• _EXERCISE AIM_
For the word "bridges", return each line of the data in which it occurs.

• _RECORDS FOR THE TASK_
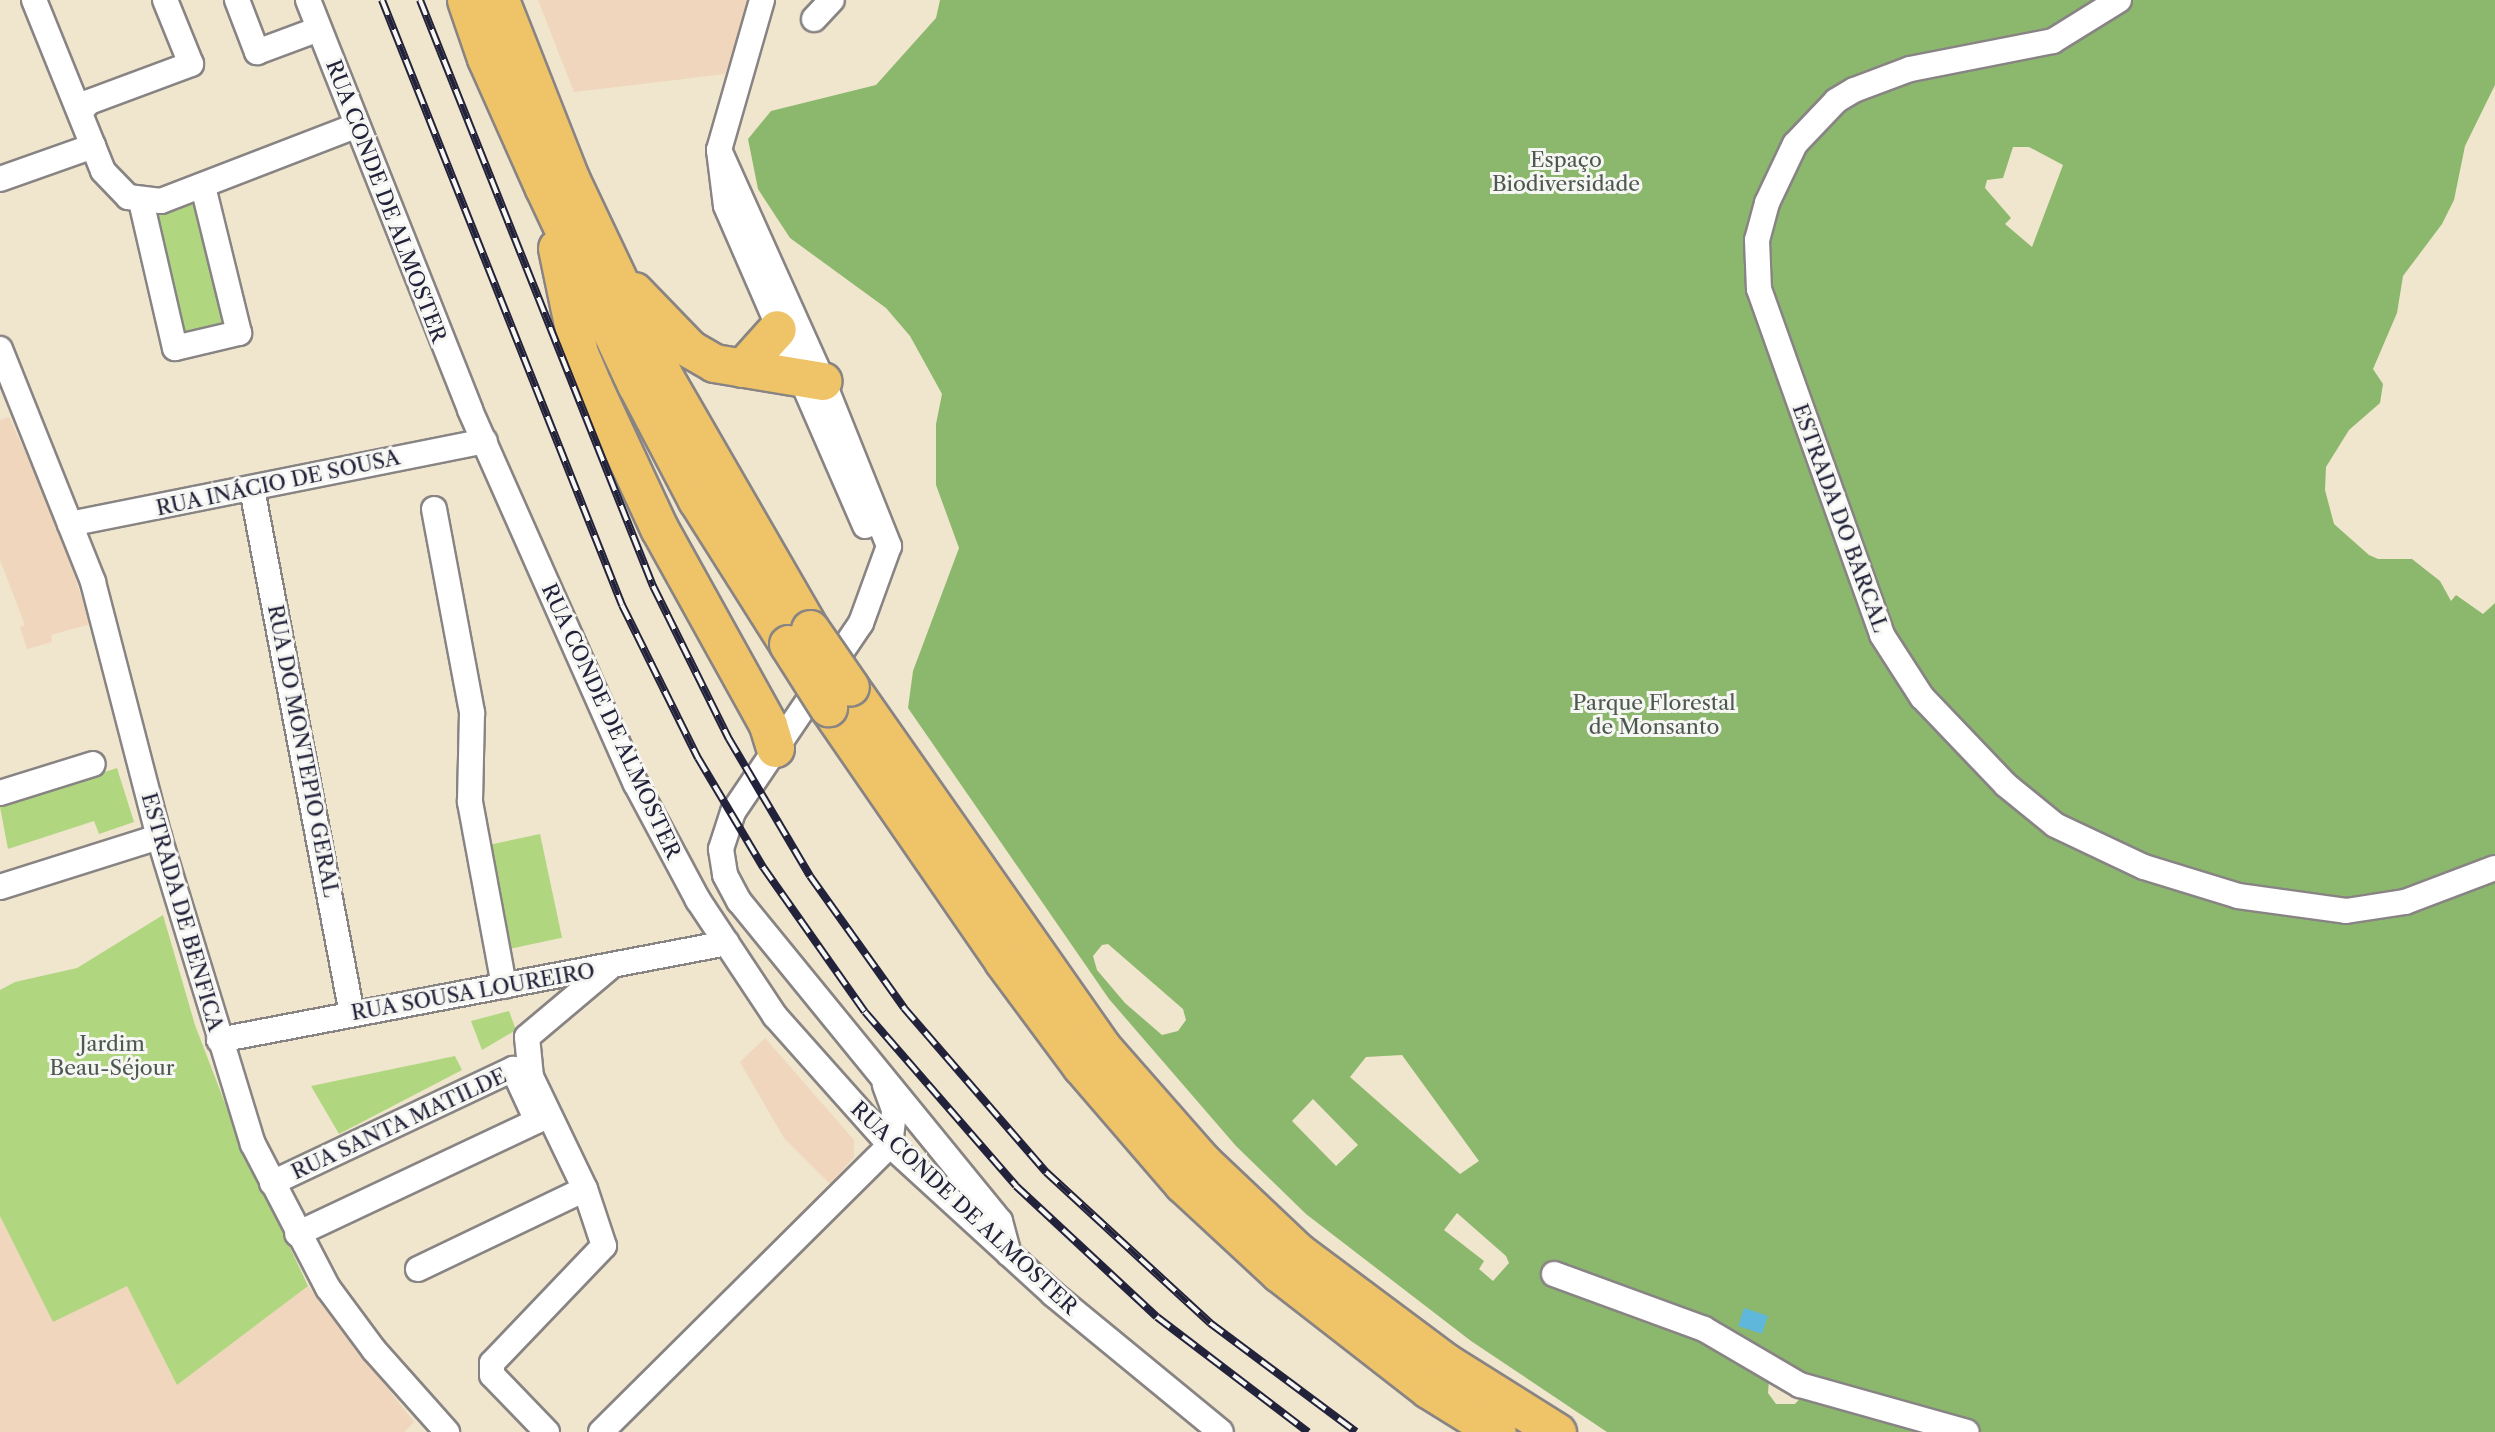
<!DOCTYPE html>
<html>
<head>
<meta charset="utf-8">
<style>
  body { margin:0 }
  #map { position:relative; width:2495px; height:1432px; overflow:hidden; background:#f0e5cd; font-family:"Libre Caslon Text",serif }
  div>[style] { position:absolute }
  .built>* { inset:0; background:#efd6bc }
  .green>* { inset:0; background:#b0d780; transform-origin:0 0 }
  .forest>* { inset:0; background:#8cb86e }
  .water>* { inset:0; background:#5fb8dc; transform-origin:0 0 }
  .roads { filter:drop-shadow(2px 0 #898484) drop-shadow(-2px 0 #898484) drop-shadow(0 2px #898484) drop-shadow(0 -2px #898484) }
  .minor>* { height:24px; margin:-12px; padding:0 12px; transform-origin:12px; border-radius:12px; background:#fff }
  .highway>* { height:37px; margin:-18.5px; padding:0 18.5px; transform-origin:18.5px; border-radius:18.5px; background:#efc469 }
  .rail>* { height:8px; margin-top:-4px; transform-origin:0; background:repeating-linear-gradient(90deg,#f6f6f2 0 16px,#22223b 0 32px); box-sizing:border-box; border-block:2px solid #22223b }
  .bridges { filter:drop-shadow(2px 0 #898484) drop-shadow(-2px 0 #898484) drop-shadow(0 2px #898484) drop-shadow(0 -2px #898484) }
  .highway-bridge>* { height:37px; margin:-18.5px; padding:0 18.5px; transform-origin:18.5px; border-radius:18.5px; background:#efc469 }
  span { translate:-50% -50%; white-space:nowrap; text-align:center; line-height:1.15; -webkit-text-stroke:6px #f6f6f2; paint-order:stroke }
  .park-label { font-size:21px; color:#4d5850 }
  .street-label { font-size:21px; color:#22223b }
</style>
</head>
<body>
<div id="map">
  <div class="built">
    <i style="clip-path:polygon(538px 0,750px 0,725px 74px,574px 92px)"></i>
    <i style="clip-path:polygon(9px 417px,59px 527px,90px 624px,51px 635px,52px 642px,27px 649px,20px 627px,25px 625px,0 560px,0 420px)"></i>
    <i style="clip-path:polygon(0 1031px,177px 1385px,308px 1286px,414px 1422px,404px 1432px,0 1432px)"></i>
    <i style="clip-path:polygon(765px 1038px,854px 1140px,854px 1157px,830px 1184px,784px 1138px,740px 1062px)"></i>
  </div>
  <div class="green">
    <i style="clip-path:polygon(201px 202px,232px 318px,223px 332px,189px 337px,176px 327px,149px 215px)"></i>
    <i style="clip-path:polygon(117px 768px,134px 822px,99px 834px,94px 821px,8px 849px,0 807px)"></i>
    <i style="left:540px;top:834px;width:106px;height:58px;rotate:78deg"></i>
    <i style="clip-path:polygon(163px 915px,195px 1025px,236px 1132px,308px 1286px,177px 1385px,127px 1286px,53px 1322px,0 1216px,0 990px,15px 982px,77px 968px)"></i>
    <i style="clip-path:polygon(509px 1011px,516px 1030px,482px 1050px,471px 1021px)"></i>
    <i style="clip-path:polygon(455px 1056px,462px 1070px,339px 1134px,311px 1086px)"></i>
  </div>
  <div class="forest">
    <i style="clip-path:polygon(evenodd,940px 0,2495px 0,2495px 85px,2465px 146px,2454px 200px,2442px 224px,2403px 276px,2397px 313px,2373px 369px,2383px 384px,2380px 403px,2349px 430px,2326px 467px,2325px 490px,2334px 524px,2369px 555px,2378px 559px,2412px 559px,2440px 581px,2451px 601px,2456px 595px,2483px 614px,2495px 603px,2495px 1432px,1607px 1432px,1471px 1341px,1306px 1214px,1236px 1146px,1109px 999px,908px 708px,913px 671px,959px 548px,936px 485px,936px 424px,942px 394px,910px 336px,886px 308px,790px 238px,758px 189px,748px 139px,771px 111px,876px 85px,936px 18px,940px 0,2013px 147px,2029px 147px,2063px 165px,2032px 247px,2005px 224px,2011px 218px,1985px 188px,1987px 180px,2003px 178px,2013px 147px,940px 0,1108px 944px,1183px 1009px,1186px 1020px,1178px 1031px,1162px 1035px,1125px 1003px,1097px 970px,1093px 956px,1102px 945px,1108px 944px,940px 0,1402px 1055px,1479px 1161px,1460px 1174px,1350px 1077px,1366px 1057px,1402px 1055px,940px 0,1313px 1099px,1358px 1145px,1336px 1166px,1292px 1121px,1313px 1099px,940px 0,1457px 1213px,1506px 1256px,1509px 1263px,1493px 1281px,1479px 1269px,1484px 1261px,1444px 1230px,1457px 1213px,940px 0,1769px 1380px,1803px 1395px,1795px 1404px,1776px 1404px,1768px 1393px,1769px 1380px)"></i>
  </div>
  <div class="water">
    <i style="left:1744px;top:1308px;width:25px;height:19px;rotate:18deg"></i>
  </div>
  <div class="roads">
    <div class="minor">
      <i style="left:34px;top:0;width:184px;rotate:68deg"></i>
      <i style="left:103px;top:171px;width:36px;rotate:46deg"></i>
      <i style="left:128px;top:197px;width:33px;rotate:7deg"></i>
      <i style="left:161px;top:201px;width:208px;rotate:-21.1deg"></i>
      <i style="left:237px;top:0;width:56px;rotate:69deg"></i>
      <i style="left:257px;top:52px;width:66px;rotate:-20.4deg"></i>
      <i style="left:308px;top:0;width:441px;rotate:68.4deg"></i>
      <i style="left:470px;top:410px;width:409px;rotate:66.1deg"></i>
      <i style="left:636px;top:784px;width:132px;rotate:61.9deg"></i>
      <i style="left:698px;top:900px;width:139px;rotate:56.4deg"></i>
      <i style="left:775px;top:1016px;width:173px;rotate:48.3deg"></i>
      <i style="left:890px;top:1145px;width:221px;rotate:42.4deg"></i>
      <i style="left:1053px;top:1294px;width:217px;rotate:39.4deg"></i>
      <i style="left:762px;top:0;width:156px;rotate:106deg"></i>
      <i style="left:719px;top:150px;width:56px;rotate:82.9deg"></i>
      <i style="left:726px;top:206px;width:349px;rotate:66.5deg"></i>
      <i style="left:2119px;top:0;width:78px;rotate:148.2deg"></i>
      <i style="left:2053px;top:41px;width:146px;rotate:168.9deg"></i>
      <i style="left:1910px;top:69px;width:60px;rotate:159.4deg"></i>
      <i style="left:1854px;top:90px;width:21px;rotate:149deg"></i>
      <i style="left:1836px;top:101px;width:59px;rotate:133.6deg"></i>
      <i style="left:1795px;top:144px;width:65px;rotate:115.4deg"></i>
      <i style="left:1767px;top:203px;width:38px;rotate:105deg"></i>
      <i style="left:1757px;top:240px;width:49px;rotate:87.7deg"></i>
      <i style="left:1759px;top:289px;width:367px;rotate:70.4deg"></i>
      <i style="left:1882px;top:635px;width:74px;rotate:57.2deg"></i>
      <i style="left:1922px;top:697px;width:122px;rotate:46.3deg"></i>
      <i style="left:2006px;top:785px;width:63px;rotate:39.2deg"></i>
      <i style="left:2055px;top:825px;width:98px;rotate:25.3deg"></i>
      <i style="left:2144px;top:867px;width:98px;rotate:17.1deg"></i>
      <i style="left:2238px;top:896px;width:109px;rotate:7.9deg"></i>
      <i style="left:2346px;top:911px;width:60px;rotate:-8.7deg"></i>
      <i style="left:2405px;top:902px;width:96px;rotate:-20.7deg"></i>
      <i style="left:814px;top:19px;width:26px;rotate:-47deg"></i>
      <i style="left:80px;top:112px;width:13px;rotate:-48deg"></i>
      <i style="left:89px;top:102px;width:109px;rotate:-20.4deg"></i>
      <i style="left:191px;top:64px;width:69px;rotate:-112.1deg"></i>
      <i style="left:719px;top:150px;width:253px;rotate:65.8deg"></i>
      <i style="left:823px;top:381px;width:178px;rotate:68.2deg"></i>
      <i style="left:889px;top:546px;width:82px;rotate:110deg"></i>
      <i style="left:861px;top:623px;width:228px;rotate:124.1deg"></i>
      <i style="left:733px;top:812px;width:39px;rotate:108deg"></i>
      <i style="left:721px;top:849px;width:26px;rotate:81deg"></i>
      <i style="left:725px;top:875px;width:30px;rotate:62deg"></i>
      <i style="left:739px;top:901px;width:413px;rotate:50.8deg"></i>
      <i style="left:1000px;top:1221px;width:34px;rotate:75deg"></i>
      <i style="left:0;top:179px;width:99px;rotate:-19.5deg"></i>
      <i style="left:141px;top:201px;width:151px;rotate:77deg"></i>
      <i style="left:175px;top:348px;width:66px;rotate:-13.2deg"></i>
      <i style="left:239px;top:333px;width:151px;rotate:-103.8deg"></i>
      <i style="left:0;top:349px;width:251px;rotate:68.2deg"></i>
      <i style="left:93px;top:582px;width:263px;rotate:75.5deg"></i>
      <i style="left:159px;top:837px;width:321px;rotate:73deg"></i>
      <i style="left:253px;top:1144px;width:162px;rotate:62.5deg"></i>
      <i style="left:328px;top:1288px;width:77px;rotate:53.4deg"></i>
      <i style="left:374px;top:1350px;width:110px;rotate:48.3deg"></i>
      <i style="left:252px;top:489px;width:534px;rotate:79.22deg"></i>
      <i style="left:434px;top:509px;width:208px;rotate:79.4deg"></i>
      <i style="left:472px;top:713px;width:89px;rotate:91.3deg"></i>
      <i style="left:470px;top:802px;width:187px;rotate:79.5deg"></i>
      <i style="left:70px;top:524px;width:423px;rotate:-11.3deg"></i>
      <i style="left:0;top:793px;width:97px;rotate:-17.3deg"></i>
      <i style="left:0;top:887px;width:167px;rotate:-17.5deg"></i>
      <i style="left:219px;top:1040px;width:517px;rotate:-10.81deg"></i>
      <i style="left:272px;top:1183px;width:267px;rotate:-25.3deg"></i>
      <i style="left:513px;top:1069px;width:57px;rotate:65.2deg"></i>
      <i style="left:537px;top:1121px;width:265px;rotate:154.8deg"></i>
      <i style="left:418px;top:1269px;width:185px;rotate:-25.6deg"></i>
      <i style="left:1554px;top:1274px;width:160px;rotate:20.1deg"></i>
      <i style="left:1704px;top:1329px;width:111px;rotate:30.3deg"></i>
      <i style="left:1800px;top:1385px;width:173px;rotate:15.7deg"></i>
      <i style="left:547px;top:1432px;width:79px;rotate:-134deg"></i>
      <i style="left:492px;top:1375px;width:12px;rotate:-90deg"></i>
      <i style="left:492px;top:1363px;width:162px;rotate:-46.3deg"></i>
      <i style="left:604px;top:1246px;width:60px;rotate:-108.4deg"></i>
      <i style="left:585px;top:1189px;width:124px;rotate:-115.7deg"></i>
      <i style="left:531px;top:1077px;width:40px;rotate:-95.7deg"></i>
      <i style="left:527px;top:1037px;width:107px;rotate:-40.1deg"></i>
      <i style="left:601px;top:1432px;width:407px;rotate:-44.8deg"></i>
      <i style="left:890px;top:1145px;width:35px;rotate:-83deg"></i>
      <i style="left:894px;top:1110px;width:27px;rotate:-110deg"></i>
    </div>
    <div class="highway">
      <i style="left:466px;top:0;width:61px;rotate:71deg"></i>
      <i style="left:486px;top:58px;width:142px;rotate:66deg"></i>
      <i style="left:544px;top:188px;width:217px;rotate:64.9deg"></i>
      <i style="left:636px;top:384px;width:131px;rotate:62.3deg"></i>
      <i style="left:697px;top:500px;width:170px;rotate:57.7deg"></i>
      <i style="left:500px;top:0;width:191px;rotate:68.5deg"></i>
      <i style="left:570px;top:178px;width:221px;rotate:64.6deg"></i>
      <i style="left:665px;top:378px;width:290px;rotate:60deg"></i>
      <i style="left:557px;top:248px;width:107px;rotate:78.2deg"></i>
      <i style="left:579px;top:353px;width:36px;rotate:67deg"></i>
      <i style="left:593px;top:386px;width:157px;rotate:65.1deg"></i>
      <i style="left:659px;top:528px;width:225px;rotate:61deg"></i>
      <i style="left:768px;top:725px;width:24px;rotate:73deg"></i>
      <i style="left:634px;top:291px;width:81px;rotate:46deg"></i>
      <i style="left:690px;top:349px;width:28px;rotate:30deg"></i>
      <i style="left:714px;top:363px;width:110px;rotate:9.4deg"></i>
      <i style="left:742px;top:368px;width:52px;rotate:-48.1deg"></i>
      <i style="left:850px;top:687px;width:439px;rotate:55deg"></i>
      <i style="left:1102px;top:1047px;width:154px;rotate:48.7deg"></i>
      <i style="left:1204px;top:1163px;width:129px;rotate:43.4deg"></i>
      <i style="left:1298px;top:1252px;width:186px;rotate:36.7deg"></i>
      <i style="left:1447px;top:1363px;width:130px;rotate:32.1deg"></i>
      <i style="left:828px;top:707px;width:308px;rotate:55.4deg"></i>
      <i style="left:1003px;top:961px;width:131px;rotate:53.4deg"></i>
      <i style="left:1081px;top:1066px;width:156px;rotate:49.2deg"></i>
      <i style="left:1183px;top:1184px;width:131px;rotate:42.8deg"></i>
      <i style="left:1279px;top:1273px;width:189px;rotate:37.9deg"></i>
      <i style="left:1428px;top:1389px;width:81px;rotate:31.9deg"></i>
    </div>
  </div>
  <div class="rail">
    <i style="left:382px;top:0;width:651px;rotate:68.36deg"></i>
    <i style="left:622px;top:605px;width:171px;rotate:63.6deg"></i>
    <i style="left:698px;top:758px;width:127px;rotate:59.2deg"></i>
    <i style="left:763px;top:867px;width:177px;rotate:54.9deg"></i>
    <i style="left:865px;top:1012px;width:230px;rotate:49deg"></i>
    <i style="left:1016px;top:1186px;width:192px;rotate:42.9deg"></i>
    <i style="left:1157px;top:1317px;width:190px;rotate:37.3deg"></i>
    <i style="left:420px;top:0;width:631px;rotate:68.32deg"></i>
    <i style="left:653px;top:586px;width:171px;rotate:63.6deg"></i>
    <i style="left:729px;top:739px;width:159px;rotate:59.4deg"></i>
    <i style="left:810px;top:876px;width:162px;rotate:54.5deg"></i>
    <i style="left:904px;top:1008px;width:217px;rotate:49.1deg"></i>
    <i style="left:1046px;top:1172px;width:223px;rotate:42.6deg"></i>
    <i style="left:1210px;top:1323px;width:182px;rotate:36.7deg"></i>
  </div>
  <div class="bridges">
    <div class="highway-bridge">
      <i style="left:810px;top:629px;width:70px;rotate:55.4deg"></i>
      <i style="left:788px;top:644px;width:75px;rotate:57.6deg"></i>
    </div>
  </div>
  <div class="park-label">
    <span style="left:1566px;top:172px">Espaço<br>Biodiversidade</span>
    <span style="left:1654px;top:715px">Parque Florestal<br>de Monsanto</span>
    <span style="left:112px;top:1056px">Jardim<br>Beau-Séjour</span>
  </div>
  <div class="street-label">
    <span style="left:386px;top:201px;rotate:69deg">RUA CONDE DE ALMOSTER</span>
    <span style="left:278px;top:483px;rotate:-12deg">RUA INÁCIO DE SOUSA</span>
    <span style="left:1840px;top:518px;rotate:70deg">ESTRADA DO BARCAL</span>
    <span style="left:611px;top:721px;rotate:65deg">RUA CONDE DE ALMOSTER</span>
    <span style="left:303px;top:751px;rotate:79deg">RUA DO MONTEPIO GERAL</span>
    <span style="left:182px;top:912px;rotate:74deg">ESTRADA DE BENFICA</span>
    <span style="left:473px;top:992px;rotate:-10deg">RUA SOUSA LOUREIRO</span>
    <span style="left:399px;top:1124px;rotate:-25deg">RUA SANTA MATILDE</span>
    <span style="left:964px;top:1208px;rotate:43deg">RUA CONDE DE ALMOSTER</span>
  </div>
</div>
</body>
</html>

• _RESULT FOR THIS TASK_
  .bridges { filter:drop-shadow(2px 0 #898484) drop-shadow(-2px 0 #898484) drop-shadow(0 2px #898484) drop-shadow(0 -2px #898484) }
  <div class="bridges">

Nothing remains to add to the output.